Biorigin is most active in Europe and United States, but it does have a good business in South America. Trends do cross borders quickly, so generally the trends remain the same globally, unless they are affected by economic or social factors.
Biorigin has launched two new products this year. BioSavour, natural flavor developed to fulfill the demand for mild, clean flavor delivery and enhancement that is a health answer that allows food processors to reduce sodium (BioSavour increases the up-front salty perception of sodium reduction applications), to deliver Umami and to enhance specific flavor notes like meaty mild brown, roasted and broth.
The second launch is Biogard D, a natural flavor produced by the culturing of whey with food grade, non-GMO dairy cultures that deliver clean, label-friendly cultured dairy notes that are normally associated with aged cheeses.
As well as an active acquisition strategy, the company is expanding with new facilities. “Recently we started the new expansion plan of our unit located in Quatá, Brazil, aiming at improving our yeast extract production capacity,” explains Crepaldi. “This investment will allow us to continue our process of sustainable growth in the market of food and also in feed ingredients, as well as to innovate in products and services, as we have done during the last 10 years,” says Crepaldi.

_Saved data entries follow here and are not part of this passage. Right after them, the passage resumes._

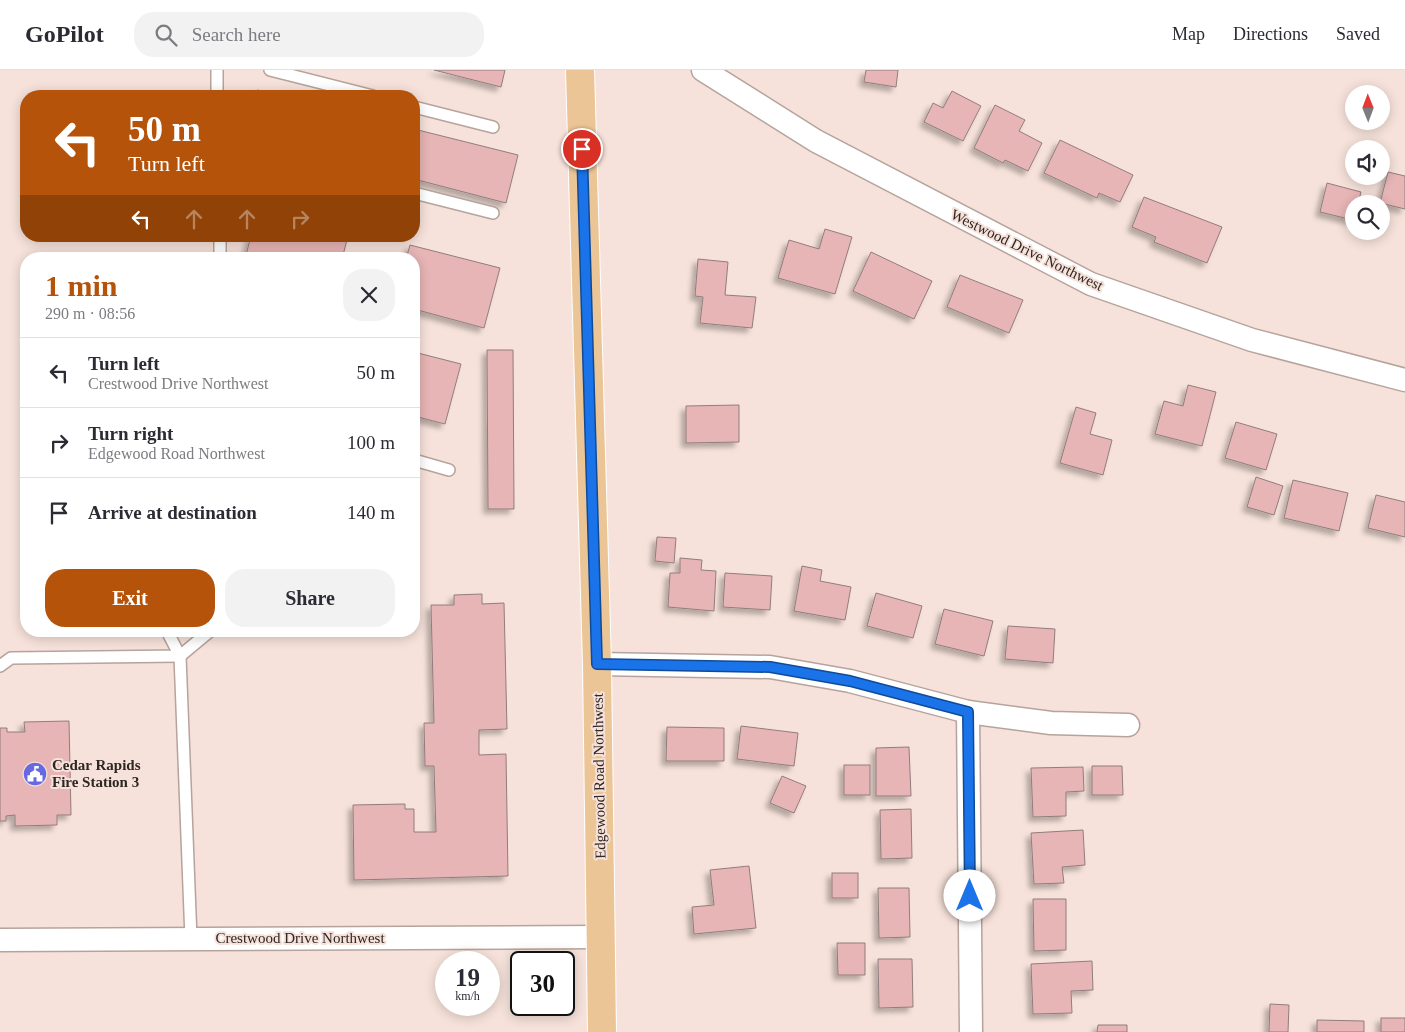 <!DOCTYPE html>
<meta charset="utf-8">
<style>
:root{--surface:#fff;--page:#f2f2f3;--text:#2b2b33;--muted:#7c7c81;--line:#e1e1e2;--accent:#b45309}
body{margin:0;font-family:Georgia,serif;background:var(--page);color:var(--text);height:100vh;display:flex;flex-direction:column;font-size:19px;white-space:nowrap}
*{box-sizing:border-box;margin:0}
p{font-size:16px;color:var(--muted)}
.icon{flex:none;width:28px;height:28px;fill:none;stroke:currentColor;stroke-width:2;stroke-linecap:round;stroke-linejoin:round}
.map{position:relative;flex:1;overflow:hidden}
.details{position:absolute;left:20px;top:182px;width:400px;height:385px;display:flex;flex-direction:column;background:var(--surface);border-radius:20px;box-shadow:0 2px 12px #0003}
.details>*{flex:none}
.hud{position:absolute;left:20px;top:20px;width:400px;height:152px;border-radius:20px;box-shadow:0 2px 12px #0003;background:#b45309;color:#fff;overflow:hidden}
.needle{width:32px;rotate:359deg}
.buttons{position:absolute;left:1345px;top:15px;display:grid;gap:10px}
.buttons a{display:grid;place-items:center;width:45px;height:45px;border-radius:50%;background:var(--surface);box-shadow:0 2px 12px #0003;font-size:25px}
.speed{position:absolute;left:435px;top:881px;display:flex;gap:10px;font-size:25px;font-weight:700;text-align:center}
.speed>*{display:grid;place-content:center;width:65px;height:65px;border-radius:50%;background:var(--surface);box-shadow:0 2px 12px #0003;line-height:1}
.speed small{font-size:12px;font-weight:400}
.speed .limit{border:2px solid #111;border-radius:8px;background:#fff;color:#111}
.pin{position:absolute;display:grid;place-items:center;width:42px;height:42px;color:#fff;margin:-21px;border:2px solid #fff;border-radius:50%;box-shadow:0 1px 5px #0007}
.me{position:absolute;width:55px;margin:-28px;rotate:0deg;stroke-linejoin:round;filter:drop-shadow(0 0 4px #0008)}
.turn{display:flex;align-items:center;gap:18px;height:105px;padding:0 25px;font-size:22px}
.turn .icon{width:65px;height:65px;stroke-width:2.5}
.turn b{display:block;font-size:35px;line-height:42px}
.lanes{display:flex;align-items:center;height:48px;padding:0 25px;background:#0003;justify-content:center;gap:25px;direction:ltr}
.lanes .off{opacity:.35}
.round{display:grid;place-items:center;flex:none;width:52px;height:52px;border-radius:20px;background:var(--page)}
.overview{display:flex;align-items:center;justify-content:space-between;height:85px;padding:0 25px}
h1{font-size:30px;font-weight:700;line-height:38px;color:var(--accent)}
.cta{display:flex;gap:10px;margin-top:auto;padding:10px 25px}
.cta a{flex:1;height:58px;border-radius:20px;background:var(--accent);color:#fff;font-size:20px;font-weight:700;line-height:58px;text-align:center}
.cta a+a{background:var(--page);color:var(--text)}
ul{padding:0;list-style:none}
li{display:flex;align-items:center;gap:15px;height:70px;padding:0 25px;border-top:1px solid var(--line)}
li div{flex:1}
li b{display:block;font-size:19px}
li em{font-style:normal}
header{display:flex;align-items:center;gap:30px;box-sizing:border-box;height:70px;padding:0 25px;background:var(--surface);border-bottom:1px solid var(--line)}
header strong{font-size:24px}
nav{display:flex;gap:28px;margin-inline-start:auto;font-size:18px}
.search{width:350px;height:45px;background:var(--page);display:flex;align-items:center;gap:12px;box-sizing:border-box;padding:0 18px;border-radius:20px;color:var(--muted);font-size:19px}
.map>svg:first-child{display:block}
</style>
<header>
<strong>GoPilot</strong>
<div class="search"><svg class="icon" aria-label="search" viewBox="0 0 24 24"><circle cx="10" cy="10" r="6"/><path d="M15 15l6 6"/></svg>Search here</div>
<nav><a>Map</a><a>Directions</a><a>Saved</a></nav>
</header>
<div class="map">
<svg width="1405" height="962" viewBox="0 0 1405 962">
<defs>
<filter id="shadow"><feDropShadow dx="-4.5" dy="4.5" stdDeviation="2.5" flood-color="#0004"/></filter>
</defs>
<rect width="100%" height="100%" fill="#f6e2da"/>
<g fill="#e7b5b5" stroke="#917d7d" filter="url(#shadow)">
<path d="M434 0H505L501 17Z"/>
<path d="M866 0H898L896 17 864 12Z"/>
<path d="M257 20 283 26H256Z"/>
<path d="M952 21 981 36 963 71 924 52 933 33 943 38Z"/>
<path d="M995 35 1025 50 1019 61 1042 73 1028 101 1005 90 1003 93 974 78Z"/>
<path d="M414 59 518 85 506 133 414 109Z"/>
<path d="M1060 70 1133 105 1120 132 1099 123 1097 128 1044 103Z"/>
<path d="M1388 102 1405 106V139L1380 133Z"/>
<path d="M1327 113 1361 122 1358 134H1354L1353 150 1320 142Z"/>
<path d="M1144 127 1222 157 1207 193 1154 172 1156 167 1132 157Z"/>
<path d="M825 159 852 167 835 224 778 208 789 170 819 179Z"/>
<path d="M251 166H348L342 189H245Z"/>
<path d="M410 175 500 198 484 258 414 239V189H406Z"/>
<path d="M871 182 932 211 914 249 853 221Z"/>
<path d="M698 189 728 192 725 225 756 227 752 258 700 253 703 227 695 226Z"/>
<path d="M960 205 1023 230 1009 263 947 237Z"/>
<path d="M487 280H513L514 439H488Z"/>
<path d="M414 282 461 294 445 354 414 346Z"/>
<path d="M1188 315 1216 322 1202 376 1155 364 1164 331 1183 336Z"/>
<path d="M739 335V372L686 373V336Z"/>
<path d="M1076 337 1096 343 1090 364 1112 370 1103 405 1060 393Z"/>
<path d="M1236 352 1277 364 1266 400 1225 388Z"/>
<path d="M1256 407 1283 416 1274 445 1247 437Z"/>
<path d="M1293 410 1348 423 1339 461 1284 448Z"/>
<path d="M1376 425 1405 432V467L1368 458Z"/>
<path d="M657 467 676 468 674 493 655 491Z"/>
<path d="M680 488 702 490 701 500 716 501 714 541 668 537 670 503H680Z"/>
<path d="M802 496 822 500 820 511 851 517 845 550 794 541Z"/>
<path d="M725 503 772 506 770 540 723 537Z"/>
<path d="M876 523 922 536 913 568 867 556Z"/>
<path d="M482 524V534L504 533 507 659 479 660V685L506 684 508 806 354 810 353 735 405 734V739H414V762H436L434 696H425L424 653H434L431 535H454V525Z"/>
<path d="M944 539 993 551 984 586 935 574Z"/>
<path d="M1008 556 1055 559 1053 593 1005 589Z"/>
<path d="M69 651 71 745H57V755L15 756V745L6 746V751H0V658H7V662H25L24 652Z"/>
<path d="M741 656 798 663 794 696 737 689Z"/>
<path d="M667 657 724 658V691H666Z"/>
<path d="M909 677 911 726H876V678Z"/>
<rect x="844" y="695" width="26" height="30"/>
<path d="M1092 696H1122L1123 725H1092Z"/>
<path d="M1083 697 1084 721 1066 722V746L1033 747 1031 698Z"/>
<path d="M782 706 806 716 794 743 770 733Z"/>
<path d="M911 739 912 788 881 789 880 740Z"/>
<path d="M1083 760 1085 795 1062 797 1064 813 1034 814 1031 763Z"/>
<path d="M749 796 756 858 694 864 692 837 714 835 710 800Z"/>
<rect x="832" y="803" width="26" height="25"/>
<path d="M878 818H909L910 867 879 868Z"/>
<path d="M1033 829H1066V880L1034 881Z"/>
<path d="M837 873H865V905H838Z"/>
<path d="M878 889H912L913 937 879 938Z"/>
<path d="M1092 891 1093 920 1071 921 1072 943 1033 944 1031 894Z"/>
<path d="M1270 934 1289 935 1288 962H1269Z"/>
<rect x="1381" y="948" width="24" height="14"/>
<path d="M1317 950 1364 951V962H1317Z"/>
<path d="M1098 955H1127V962H1097Z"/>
</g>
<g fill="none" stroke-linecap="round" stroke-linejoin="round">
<g stroke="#b6a39b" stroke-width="14">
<g id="service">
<path d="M217 0V26"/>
<path d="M270 0 373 26"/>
<path d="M414 37 493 57"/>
<path d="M414 123 493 143"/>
<path d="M220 166V189"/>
<path d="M414 390 449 400"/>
<path d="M167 561 180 586 191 869"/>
<path d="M0 596 11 588 180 586 210 561"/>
</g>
</g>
<g stroke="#b6a39b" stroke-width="25">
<g id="minor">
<path d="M703 0 816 71 1091 214 1252 270 1405 310"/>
<path d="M597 594 770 597 850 611 968 642 1051 653 1128 655"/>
<path d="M968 642 971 962"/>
<path d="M0 870 601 867"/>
</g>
</g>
<g stroke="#fff" stroke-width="30">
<path id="primary" d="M580 0 597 594 602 962"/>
</g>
<use href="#service" stroke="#fff" stroke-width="11"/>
<use href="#minor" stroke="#fff" stroke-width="22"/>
<use href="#primary" stroke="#ecc597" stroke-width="28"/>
</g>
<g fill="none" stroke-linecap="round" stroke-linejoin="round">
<g stroke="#114b97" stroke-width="12">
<path id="route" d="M582 79 597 594 770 597 850 611 968 642 970 826"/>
</g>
<use href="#route" stroke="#1a73e8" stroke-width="9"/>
</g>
<defs>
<g id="civic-disc" transform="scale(1.25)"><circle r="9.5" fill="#6669e2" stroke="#f6e2da"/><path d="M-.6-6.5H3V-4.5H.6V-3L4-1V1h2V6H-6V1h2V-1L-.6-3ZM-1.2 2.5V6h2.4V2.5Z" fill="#fff"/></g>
</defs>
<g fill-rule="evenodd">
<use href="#civic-disc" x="35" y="704"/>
</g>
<g text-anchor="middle" stroke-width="4" stroke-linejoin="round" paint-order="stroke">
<g font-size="15" fill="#2d2623" stroke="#f6e2da">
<text transform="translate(1027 180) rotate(26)" y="5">Westwood Drive Northwest</text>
<text transform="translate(599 706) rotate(-91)" y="5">Edgewood Road Northwest</text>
<text x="300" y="873">Crestwood Drive Northwest</text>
</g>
<g font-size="15" font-weight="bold" fill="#2d2623" stroke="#f6e2da" text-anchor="start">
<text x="52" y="700">Cedar Rapids<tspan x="52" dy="17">Fire Station 3</tspan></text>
</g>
</g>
</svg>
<div class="buttons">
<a><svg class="needle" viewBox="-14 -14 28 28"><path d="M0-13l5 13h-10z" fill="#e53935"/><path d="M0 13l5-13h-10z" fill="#7c7c81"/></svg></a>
<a><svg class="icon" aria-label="sound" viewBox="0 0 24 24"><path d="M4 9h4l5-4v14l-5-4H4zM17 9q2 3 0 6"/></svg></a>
<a><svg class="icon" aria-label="search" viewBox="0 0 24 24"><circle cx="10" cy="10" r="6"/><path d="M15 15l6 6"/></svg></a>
</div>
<div class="speed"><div>19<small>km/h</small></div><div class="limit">30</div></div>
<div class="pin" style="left:582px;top:79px;background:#d93025"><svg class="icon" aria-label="arrive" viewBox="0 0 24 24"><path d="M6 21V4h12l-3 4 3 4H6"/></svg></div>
<svg class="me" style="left:970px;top:826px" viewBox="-20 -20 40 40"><circle r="19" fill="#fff"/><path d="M0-13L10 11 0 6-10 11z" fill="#1a73e8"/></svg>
<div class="hud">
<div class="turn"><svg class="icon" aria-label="left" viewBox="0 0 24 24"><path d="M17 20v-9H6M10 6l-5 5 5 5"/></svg><div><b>50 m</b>Turn left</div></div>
<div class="lanes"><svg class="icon" aria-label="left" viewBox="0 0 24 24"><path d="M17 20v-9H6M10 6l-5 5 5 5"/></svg><svg class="icon off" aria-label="ahead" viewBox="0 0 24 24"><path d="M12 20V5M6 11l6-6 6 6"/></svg><svg class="icon off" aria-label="ahead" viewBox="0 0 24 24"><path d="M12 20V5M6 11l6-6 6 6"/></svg><svg class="icon off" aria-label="right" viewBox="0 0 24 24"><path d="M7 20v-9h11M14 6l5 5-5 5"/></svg></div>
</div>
<section class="details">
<div class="overview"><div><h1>1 min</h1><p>290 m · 08:56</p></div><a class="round"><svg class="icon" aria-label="close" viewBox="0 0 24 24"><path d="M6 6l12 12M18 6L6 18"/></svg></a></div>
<ul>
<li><svg class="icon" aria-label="left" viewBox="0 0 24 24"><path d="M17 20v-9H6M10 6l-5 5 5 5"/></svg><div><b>Turn left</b><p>Crestwood Drive Northwest</p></div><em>50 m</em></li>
<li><svg class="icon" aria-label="right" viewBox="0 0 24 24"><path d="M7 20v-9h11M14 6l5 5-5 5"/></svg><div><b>Turn right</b><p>Edgewood Road Northwest</p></div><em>100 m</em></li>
<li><svg class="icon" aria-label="arrive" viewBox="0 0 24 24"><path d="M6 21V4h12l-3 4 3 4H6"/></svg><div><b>Arrive at destination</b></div><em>140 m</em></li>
</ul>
<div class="cta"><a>Exit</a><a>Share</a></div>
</section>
</div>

“With an investment of around U$120 million, this expansion initiative was brought about by positive market perspectives and by health and wellness market trends of an increasing search for natural ingredients. Moreover, we have a production model that allows the traceability of the ingredients applied. In addition, we use renewable energy sources that supply the requirements of sustainability,” Crepaldi concludes.
As salt reduction becomes more of an issue, Biorigin is perfectly placed to give food manufacturers that further area of choice that may not mean compromising on taste or cost.